As you look over the data below, please find each line where the word "Honda" appears, then copy it.

** Opening Records for the task block **

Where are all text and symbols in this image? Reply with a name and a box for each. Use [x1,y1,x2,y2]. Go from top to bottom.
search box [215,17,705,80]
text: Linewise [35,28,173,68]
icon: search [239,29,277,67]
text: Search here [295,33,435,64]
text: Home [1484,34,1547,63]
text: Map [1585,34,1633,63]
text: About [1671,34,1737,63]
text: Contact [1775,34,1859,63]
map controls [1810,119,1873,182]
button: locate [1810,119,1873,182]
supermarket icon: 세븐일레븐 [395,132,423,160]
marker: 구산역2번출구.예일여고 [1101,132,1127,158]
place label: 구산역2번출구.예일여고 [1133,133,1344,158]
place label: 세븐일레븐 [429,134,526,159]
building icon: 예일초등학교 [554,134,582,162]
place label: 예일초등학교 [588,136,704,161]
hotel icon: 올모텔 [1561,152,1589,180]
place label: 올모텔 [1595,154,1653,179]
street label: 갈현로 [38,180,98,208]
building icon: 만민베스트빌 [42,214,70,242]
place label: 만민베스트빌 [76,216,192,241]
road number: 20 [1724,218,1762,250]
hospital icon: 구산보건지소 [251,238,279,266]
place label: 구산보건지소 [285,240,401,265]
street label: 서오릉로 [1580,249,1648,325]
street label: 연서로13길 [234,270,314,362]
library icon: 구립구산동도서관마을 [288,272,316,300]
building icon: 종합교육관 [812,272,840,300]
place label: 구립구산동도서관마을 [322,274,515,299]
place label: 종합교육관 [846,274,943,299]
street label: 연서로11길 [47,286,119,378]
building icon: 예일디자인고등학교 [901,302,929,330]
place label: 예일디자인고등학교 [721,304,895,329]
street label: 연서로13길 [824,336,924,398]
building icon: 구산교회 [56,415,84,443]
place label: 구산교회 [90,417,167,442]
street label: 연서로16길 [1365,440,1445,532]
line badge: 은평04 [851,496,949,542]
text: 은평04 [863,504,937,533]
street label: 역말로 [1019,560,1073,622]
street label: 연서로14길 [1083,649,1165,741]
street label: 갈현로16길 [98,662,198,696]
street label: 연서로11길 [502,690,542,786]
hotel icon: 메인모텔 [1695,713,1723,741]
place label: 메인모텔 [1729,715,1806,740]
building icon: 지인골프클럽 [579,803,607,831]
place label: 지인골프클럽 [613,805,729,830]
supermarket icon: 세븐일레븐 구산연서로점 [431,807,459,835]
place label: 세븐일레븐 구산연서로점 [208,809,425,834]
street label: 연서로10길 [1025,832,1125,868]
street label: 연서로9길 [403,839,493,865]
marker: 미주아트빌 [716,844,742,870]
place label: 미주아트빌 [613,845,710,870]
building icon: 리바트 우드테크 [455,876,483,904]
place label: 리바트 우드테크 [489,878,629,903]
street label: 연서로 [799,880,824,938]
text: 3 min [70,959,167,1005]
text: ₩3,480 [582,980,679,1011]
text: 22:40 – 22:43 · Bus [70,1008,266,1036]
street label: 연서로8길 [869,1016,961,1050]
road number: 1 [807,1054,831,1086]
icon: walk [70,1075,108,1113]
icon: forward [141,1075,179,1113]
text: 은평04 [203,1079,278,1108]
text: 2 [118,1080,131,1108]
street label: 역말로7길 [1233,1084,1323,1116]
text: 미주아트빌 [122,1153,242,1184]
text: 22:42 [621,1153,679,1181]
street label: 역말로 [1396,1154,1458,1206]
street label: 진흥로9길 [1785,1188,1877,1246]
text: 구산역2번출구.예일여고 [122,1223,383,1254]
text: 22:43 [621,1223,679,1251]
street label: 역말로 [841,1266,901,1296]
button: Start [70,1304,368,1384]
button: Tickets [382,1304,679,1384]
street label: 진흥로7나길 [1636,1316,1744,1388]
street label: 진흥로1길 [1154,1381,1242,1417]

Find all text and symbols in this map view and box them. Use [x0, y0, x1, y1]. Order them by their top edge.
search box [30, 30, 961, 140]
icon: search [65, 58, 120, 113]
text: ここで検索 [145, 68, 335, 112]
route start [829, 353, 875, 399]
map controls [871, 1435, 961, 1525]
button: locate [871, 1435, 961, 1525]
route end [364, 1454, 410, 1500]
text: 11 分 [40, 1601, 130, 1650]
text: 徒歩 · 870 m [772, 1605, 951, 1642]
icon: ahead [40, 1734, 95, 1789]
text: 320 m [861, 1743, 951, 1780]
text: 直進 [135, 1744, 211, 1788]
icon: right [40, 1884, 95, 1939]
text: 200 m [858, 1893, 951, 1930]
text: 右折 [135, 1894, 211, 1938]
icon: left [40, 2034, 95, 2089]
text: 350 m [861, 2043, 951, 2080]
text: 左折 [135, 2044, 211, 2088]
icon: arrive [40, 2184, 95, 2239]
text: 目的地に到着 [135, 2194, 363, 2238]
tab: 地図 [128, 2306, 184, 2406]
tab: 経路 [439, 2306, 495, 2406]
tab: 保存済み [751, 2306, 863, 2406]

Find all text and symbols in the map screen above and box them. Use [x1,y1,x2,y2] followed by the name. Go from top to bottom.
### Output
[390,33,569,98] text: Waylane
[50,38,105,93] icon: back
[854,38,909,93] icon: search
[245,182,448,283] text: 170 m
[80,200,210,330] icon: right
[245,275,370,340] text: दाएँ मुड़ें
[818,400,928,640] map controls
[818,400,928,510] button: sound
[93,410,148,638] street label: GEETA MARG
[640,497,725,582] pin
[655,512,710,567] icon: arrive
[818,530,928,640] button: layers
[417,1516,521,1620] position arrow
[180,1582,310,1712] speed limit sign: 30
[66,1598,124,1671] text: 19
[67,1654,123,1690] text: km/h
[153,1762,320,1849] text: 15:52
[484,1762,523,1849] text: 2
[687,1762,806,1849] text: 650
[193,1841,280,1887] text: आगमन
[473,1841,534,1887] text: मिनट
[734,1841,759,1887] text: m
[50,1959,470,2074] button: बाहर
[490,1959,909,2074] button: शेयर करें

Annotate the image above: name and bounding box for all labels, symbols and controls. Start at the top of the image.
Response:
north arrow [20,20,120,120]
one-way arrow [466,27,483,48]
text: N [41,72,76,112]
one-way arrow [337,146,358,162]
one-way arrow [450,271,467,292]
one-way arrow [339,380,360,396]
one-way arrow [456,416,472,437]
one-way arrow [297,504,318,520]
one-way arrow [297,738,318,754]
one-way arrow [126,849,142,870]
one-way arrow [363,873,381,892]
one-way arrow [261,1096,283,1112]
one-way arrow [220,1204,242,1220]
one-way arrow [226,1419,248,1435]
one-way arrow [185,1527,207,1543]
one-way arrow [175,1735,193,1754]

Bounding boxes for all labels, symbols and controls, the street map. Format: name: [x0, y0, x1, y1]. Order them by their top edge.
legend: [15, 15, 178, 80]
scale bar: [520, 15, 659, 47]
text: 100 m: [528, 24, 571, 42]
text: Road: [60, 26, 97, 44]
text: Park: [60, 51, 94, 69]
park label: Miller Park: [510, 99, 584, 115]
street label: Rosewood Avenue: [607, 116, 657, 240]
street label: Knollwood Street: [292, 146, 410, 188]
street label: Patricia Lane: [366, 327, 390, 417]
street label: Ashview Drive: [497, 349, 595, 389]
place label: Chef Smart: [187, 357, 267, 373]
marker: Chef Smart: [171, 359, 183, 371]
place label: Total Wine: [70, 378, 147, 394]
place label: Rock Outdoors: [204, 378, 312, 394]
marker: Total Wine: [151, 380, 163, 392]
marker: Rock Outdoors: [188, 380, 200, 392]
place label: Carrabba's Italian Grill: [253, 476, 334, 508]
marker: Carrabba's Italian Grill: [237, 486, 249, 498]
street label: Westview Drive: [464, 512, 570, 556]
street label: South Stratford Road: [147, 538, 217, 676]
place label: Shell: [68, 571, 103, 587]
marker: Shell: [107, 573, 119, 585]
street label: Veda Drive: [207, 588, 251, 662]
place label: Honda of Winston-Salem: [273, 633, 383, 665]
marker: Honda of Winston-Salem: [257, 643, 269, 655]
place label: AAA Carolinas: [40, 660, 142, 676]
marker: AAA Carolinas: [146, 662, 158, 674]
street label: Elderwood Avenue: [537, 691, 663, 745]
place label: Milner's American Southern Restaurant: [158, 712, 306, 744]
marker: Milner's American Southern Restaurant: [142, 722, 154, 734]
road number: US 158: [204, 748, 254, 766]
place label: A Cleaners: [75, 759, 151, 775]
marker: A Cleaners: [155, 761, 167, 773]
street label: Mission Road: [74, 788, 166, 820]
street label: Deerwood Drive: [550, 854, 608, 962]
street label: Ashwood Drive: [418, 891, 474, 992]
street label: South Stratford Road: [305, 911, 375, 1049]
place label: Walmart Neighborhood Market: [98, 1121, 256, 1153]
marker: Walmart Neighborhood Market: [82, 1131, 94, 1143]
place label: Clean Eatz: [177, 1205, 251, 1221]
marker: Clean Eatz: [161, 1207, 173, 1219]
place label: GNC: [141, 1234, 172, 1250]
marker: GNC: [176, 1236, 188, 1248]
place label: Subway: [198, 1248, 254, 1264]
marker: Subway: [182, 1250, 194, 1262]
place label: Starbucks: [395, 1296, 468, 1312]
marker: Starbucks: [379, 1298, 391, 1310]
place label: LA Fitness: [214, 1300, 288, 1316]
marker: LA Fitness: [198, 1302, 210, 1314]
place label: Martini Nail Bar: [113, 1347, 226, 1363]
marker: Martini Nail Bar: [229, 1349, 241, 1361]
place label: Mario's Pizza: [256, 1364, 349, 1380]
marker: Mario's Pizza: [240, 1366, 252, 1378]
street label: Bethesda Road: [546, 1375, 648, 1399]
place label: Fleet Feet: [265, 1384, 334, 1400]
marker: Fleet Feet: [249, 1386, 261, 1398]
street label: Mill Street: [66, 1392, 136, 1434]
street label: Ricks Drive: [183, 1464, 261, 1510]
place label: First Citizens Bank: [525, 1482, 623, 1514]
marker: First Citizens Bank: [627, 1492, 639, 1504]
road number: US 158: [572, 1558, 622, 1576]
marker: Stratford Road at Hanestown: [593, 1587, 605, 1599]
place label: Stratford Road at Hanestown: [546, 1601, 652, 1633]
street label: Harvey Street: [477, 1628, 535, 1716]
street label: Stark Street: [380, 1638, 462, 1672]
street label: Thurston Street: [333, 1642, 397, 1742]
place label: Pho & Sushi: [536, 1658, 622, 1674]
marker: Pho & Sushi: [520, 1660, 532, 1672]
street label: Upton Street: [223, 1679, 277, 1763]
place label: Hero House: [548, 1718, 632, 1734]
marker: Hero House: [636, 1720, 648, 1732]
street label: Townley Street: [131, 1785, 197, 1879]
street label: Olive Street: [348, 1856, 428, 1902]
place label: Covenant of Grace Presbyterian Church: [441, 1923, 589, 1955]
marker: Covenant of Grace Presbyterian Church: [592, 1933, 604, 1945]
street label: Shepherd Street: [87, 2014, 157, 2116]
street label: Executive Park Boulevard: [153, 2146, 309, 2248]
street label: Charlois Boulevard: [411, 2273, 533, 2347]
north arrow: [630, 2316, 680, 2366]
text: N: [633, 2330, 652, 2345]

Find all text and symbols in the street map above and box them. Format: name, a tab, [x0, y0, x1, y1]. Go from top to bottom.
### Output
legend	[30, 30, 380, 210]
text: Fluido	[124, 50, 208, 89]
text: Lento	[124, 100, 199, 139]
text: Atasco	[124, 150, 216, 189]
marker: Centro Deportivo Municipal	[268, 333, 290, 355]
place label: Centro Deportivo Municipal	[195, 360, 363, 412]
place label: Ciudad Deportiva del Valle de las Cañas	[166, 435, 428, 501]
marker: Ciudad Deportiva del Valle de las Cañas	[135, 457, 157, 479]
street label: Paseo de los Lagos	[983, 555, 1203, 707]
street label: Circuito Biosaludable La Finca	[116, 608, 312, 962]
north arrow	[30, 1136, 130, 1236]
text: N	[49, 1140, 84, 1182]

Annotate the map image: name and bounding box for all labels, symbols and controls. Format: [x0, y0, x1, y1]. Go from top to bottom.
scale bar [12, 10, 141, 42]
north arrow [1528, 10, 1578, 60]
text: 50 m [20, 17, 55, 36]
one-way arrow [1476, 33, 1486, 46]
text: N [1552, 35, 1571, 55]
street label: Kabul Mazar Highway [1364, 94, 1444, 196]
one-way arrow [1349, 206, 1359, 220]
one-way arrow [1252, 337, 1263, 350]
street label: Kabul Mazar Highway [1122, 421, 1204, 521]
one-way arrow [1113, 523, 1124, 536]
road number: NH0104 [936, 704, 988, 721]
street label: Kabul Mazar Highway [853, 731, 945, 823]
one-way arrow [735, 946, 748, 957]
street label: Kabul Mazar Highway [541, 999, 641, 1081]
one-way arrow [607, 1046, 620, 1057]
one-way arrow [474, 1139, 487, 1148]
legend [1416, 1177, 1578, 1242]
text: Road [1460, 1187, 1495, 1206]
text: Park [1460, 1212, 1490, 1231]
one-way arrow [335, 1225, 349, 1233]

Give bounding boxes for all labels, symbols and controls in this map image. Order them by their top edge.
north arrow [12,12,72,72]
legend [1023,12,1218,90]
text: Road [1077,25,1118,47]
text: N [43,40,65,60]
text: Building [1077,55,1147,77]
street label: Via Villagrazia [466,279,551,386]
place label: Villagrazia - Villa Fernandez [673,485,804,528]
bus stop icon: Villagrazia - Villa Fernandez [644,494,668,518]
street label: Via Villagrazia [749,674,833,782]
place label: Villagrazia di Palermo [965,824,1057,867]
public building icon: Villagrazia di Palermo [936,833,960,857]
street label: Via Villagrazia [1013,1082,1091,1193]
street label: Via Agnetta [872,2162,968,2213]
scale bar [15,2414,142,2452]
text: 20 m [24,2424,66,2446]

** Closing Records for the task block **

*Answer to this exercise*.
place label: Honda of Winston-Salem: [273, 633, 383, 665]
marker: Honda of Winston-Salem: [257, 643, 269, 655]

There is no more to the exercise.